Parler, the social media company that Big Tech sought to destroy back in January, finally reemerged online Monday with the promise of continuing its original mission to provide a platform free of leftist censorship. Calling itself “the world’s town square,” Parler’s website encouraged users, “Speak freely and express yourself openly, without fear of being ‘deplatformed’ for your views. Engage with real people, not bots.” The site further advertised that “Parler is people and privacy-focused, and gives you the tools you need to curate your Parler experience.”
Big Tech felt free to collude to cancel Parler because, unlike those on the Right, the Left doesn’t tolerate unapproved views and speech. As Matt Walsh has observed, “There is no cancel culture on the right.”
Parler, which was finally able to secure a contract with a new server host, went through several changes on its journey back to the Internet. Some changes were cosmetic, like its new logo, while some were structural, like its new platform. Importantly, Parler is also under new management, as former CEO John Matze was fired and replaced with interim CEO Mark Meckler while the company continues to search for a new and permanent CEO. Parler was able to retain the accounts of its 20 million users who had joined prior to Amazon Web Services suddenly terminating its hosting contract. Barring some early reported glitches, users should be able to once again log in and access their accounts.
There is one significant hiccup, however, which is that Apple and Google still won’t host the Parler app for phone users, a handicap that will likely be permanent.

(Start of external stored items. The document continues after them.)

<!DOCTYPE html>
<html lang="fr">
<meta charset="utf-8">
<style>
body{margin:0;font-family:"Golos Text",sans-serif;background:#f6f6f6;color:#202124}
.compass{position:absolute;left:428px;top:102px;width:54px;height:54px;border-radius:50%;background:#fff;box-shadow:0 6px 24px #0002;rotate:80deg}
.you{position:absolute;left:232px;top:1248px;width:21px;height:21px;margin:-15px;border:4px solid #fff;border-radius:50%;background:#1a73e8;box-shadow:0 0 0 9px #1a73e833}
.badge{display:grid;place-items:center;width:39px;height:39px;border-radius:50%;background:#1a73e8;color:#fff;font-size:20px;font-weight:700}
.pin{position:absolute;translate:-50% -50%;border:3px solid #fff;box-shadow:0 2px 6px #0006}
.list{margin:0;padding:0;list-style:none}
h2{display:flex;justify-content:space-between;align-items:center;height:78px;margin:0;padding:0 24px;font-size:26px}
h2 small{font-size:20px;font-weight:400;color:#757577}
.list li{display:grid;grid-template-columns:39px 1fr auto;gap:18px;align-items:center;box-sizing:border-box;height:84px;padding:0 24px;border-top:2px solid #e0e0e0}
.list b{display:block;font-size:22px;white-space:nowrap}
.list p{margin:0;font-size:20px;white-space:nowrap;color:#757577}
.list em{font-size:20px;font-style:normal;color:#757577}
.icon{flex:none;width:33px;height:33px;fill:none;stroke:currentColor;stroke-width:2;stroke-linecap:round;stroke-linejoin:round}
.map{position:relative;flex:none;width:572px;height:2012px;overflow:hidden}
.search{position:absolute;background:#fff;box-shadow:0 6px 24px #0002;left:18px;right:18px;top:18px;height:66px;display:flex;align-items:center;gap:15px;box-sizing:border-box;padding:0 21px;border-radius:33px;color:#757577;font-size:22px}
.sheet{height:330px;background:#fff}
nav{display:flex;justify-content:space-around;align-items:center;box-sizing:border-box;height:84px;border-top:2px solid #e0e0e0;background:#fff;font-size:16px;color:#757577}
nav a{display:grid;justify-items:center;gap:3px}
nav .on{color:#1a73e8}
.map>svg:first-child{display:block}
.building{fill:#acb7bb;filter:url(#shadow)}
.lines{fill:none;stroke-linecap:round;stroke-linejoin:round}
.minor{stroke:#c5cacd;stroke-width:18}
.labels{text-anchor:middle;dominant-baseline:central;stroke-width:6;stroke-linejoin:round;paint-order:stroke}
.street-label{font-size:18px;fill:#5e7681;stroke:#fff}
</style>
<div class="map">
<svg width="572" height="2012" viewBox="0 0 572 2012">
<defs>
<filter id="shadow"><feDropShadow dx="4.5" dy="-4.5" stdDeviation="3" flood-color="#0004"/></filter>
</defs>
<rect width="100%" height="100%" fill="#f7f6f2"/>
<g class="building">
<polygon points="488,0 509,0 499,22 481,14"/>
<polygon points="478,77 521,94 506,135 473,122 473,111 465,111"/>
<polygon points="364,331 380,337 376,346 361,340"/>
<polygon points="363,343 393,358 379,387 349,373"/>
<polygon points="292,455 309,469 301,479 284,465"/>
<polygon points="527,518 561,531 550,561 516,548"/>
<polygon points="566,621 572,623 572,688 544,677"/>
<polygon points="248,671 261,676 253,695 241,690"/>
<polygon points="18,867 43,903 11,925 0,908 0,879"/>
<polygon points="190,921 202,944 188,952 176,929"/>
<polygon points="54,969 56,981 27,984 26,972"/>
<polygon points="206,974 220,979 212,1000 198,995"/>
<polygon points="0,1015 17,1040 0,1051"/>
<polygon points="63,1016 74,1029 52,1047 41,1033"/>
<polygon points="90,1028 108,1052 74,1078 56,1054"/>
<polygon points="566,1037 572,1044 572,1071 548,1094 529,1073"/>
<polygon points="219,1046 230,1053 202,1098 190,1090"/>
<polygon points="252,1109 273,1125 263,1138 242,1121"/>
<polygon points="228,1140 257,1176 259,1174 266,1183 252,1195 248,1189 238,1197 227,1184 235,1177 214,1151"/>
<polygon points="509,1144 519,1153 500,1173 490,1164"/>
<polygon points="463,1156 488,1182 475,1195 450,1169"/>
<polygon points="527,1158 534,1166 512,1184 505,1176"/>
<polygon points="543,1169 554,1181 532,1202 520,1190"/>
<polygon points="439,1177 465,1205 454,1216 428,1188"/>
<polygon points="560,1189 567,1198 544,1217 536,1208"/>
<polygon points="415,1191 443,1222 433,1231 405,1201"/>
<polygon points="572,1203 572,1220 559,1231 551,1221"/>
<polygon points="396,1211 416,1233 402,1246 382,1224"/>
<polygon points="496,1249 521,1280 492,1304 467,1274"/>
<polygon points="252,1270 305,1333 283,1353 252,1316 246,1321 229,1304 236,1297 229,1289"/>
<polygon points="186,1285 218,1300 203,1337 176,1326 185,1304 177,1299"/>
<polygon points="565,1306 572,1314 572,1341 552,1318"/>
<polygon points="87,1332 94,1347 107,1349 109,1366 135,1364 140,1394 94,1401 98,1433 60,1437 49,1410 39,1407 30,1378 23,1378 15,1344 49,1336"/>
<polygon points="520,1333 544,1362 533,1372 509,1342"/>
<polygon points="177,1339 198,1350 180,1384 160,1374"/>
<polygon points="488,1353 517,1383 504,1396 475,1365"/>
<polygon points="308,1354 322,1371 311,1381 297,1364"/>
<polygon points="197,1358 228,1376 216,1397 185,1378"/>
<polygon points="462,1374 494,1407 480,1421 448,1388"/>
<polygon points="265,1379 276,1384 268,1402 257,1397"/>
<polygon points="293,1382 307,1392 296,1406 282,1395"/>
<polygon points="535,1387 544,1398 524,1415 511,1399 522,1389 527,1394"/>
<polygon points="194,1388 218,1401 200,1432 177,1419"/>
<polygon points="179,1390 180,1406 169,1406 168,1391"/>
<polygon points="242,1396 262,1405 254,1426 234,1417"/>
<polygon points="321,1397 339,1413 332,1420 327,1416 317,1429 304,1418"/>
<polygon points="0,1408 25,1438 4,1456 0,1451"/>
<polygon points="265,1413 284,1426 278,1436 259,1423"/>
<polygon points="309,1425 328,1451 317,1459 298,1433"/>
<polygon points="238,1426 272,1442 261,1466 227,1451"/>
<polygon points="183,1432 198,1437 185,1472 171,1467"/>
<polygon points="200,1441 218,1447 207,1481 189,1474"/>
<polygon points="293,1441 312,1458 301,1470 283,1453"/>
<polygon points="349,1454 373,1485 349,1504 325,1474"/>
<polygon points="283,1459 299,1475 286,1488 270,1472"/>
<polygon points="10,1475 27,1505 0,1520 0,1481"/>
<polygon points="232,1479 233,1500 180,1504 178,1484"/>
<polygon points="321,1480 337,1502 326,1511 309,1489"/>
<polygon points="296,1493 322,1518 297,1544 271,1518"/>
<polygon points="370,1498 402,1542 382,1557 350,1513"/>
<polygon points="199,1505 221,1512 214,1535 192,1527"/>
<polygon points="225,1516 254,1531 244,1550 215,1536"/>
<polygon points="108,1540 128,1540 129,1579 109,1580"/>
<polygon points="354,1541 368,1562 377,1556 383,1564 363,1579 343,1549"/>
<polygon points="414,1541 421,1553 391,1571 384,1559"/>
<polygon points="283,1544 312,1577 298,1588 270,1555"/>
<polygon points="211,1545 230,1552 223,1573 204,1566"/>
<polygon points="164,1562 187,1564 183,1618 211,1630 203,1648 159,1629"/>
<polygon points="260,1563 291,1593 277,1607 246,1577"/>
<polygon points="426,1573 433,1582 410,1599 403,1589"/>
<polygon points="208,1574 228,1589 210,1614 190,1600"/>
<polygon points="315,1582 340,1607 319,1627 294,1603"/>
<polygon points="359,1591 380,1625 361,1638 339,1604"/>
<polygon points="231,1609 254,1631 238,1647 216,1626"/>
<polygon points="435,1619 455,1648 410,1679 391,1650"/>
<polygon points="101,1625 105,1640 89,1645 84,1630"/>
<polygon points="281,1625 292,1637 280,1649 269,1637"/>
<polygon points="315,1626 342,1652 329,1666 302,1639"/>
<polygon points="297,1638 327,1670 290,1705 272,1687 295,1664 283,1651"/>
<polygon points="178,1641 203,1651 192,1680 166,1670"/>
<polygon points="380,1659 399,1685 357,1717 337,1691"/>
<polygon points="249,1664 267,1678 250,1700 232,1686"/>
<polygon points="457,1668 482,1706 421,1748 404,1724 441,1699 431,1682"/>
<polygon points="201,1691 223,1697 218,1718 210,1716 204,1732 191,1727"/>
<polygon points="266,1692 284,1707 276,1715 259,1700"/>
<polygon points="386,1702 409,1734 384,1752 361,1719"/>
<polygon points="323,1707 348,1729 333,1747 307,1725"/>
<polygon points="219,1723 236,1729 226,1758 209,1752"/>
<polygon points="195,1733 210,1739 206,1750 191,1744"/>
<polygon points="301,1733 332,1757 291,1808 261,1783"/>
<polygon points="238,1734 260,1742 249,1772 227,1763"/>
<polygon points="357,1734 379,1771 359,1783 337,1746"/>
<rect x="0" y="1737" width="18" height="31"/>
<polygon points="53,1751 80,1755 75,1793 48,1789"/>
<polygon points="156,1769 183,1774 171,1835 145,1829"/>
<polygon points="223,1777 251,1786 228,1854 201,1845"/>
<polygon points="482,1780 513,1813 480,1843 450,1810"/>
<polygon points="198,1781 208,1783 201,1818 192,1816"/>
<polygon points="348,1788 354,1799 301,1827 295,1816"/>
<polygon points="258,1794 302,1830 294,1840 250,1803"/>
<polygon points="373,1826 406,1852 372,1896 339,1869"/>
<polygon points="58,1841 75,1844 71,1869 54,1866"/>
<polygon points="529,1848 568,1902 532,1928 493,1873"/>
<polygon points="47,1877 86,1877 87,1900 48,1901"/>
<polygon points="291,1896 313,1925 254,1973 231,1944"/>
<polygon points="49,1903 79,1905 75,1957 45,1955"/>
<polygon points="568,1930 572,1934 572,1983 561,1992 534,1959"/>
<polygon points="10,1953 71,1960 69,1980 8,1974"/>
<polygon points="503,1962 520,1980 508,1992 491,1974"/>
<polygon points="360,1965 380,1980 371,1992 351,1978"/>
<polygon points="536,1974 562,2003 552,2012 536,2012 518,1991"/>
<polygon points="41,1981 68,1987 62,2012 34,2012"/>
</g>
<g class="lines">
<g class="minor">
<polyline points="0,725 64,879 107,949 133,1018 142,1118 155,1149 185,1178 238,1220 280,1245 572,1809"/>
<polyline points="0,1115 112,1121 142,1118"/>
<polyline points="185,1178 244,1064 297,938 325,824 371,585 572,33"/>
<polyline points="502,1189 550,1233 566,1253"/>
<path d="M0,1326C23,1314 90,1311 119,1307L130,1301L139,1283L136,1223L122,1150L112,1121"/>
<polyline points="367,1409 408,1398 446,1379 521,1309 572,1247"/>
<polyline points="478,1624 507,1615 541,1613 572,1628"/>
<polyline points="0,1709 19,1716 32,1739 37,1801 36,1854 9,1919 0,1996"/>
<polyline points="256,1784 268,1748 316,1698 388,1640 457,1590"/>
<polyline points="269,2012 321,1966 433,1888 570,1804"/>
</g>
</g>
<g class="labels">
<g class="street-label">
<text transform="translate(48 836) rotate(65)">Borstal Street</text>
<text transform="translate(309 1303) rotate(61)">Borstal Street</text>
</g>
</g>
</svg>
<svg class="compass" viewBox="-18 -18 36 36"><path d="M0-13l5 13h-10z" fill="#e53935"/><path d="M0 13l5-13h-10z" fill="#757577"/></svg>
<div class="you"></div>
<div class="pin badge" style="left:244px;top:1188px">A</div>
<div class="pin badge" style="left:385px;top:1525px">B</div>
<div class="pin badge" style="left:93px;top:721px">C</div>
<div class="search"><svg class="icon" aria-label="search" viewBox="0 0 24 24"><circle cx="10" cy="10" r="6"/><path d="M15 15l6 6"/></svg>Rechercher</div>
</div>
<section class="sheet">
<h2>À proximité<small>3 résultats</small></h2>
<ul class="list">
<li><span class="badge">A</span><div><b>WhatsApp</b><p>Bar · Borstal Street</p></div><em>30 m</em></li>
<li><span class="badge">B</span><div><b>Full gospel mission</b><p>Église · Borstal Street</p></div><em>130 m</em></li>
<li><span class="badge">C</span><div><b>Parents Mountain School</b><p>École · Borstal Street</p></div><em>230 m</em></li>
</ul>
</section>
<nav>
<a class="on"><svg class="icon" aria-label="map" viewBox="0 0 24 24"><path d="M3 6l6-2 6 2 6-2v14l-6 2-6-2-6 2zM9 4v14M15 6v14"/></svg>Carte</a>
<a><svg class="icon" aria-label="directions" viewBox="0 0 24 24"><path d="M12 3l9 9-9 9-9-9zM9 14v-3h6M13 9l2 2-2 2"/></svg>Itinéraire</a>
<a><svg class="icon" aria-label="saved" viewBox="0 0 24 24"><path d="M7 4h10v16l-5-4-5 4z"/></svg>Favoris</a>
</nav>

At the time of his firing, Matze contended that the reason for Parler ousting him was due to his vision for even greater advocacy for freedom of speech. However, conservative pundit and Parler investor Dan Bongino denied Matze’s assertion and in fact claimed the opposite was the case — that it was Matze who wanted to “bend the knee” to Big Tech’s censorship demands. Bongino claims that’s a position to which he and the other two majority investors refused to concede.
Of interim CEO Meckler, Parler states, “[He] is an attorney, entrepreneur, and free speech advocate. He has expertise in launching, growing and developing effective business and technology models for two of the largest grassroots organizations in modern American history, Tea Party Patriots and Convention of States. He was appointed interim CEO to help guide Parler through its relaunch and search for a new, permanent CEO.”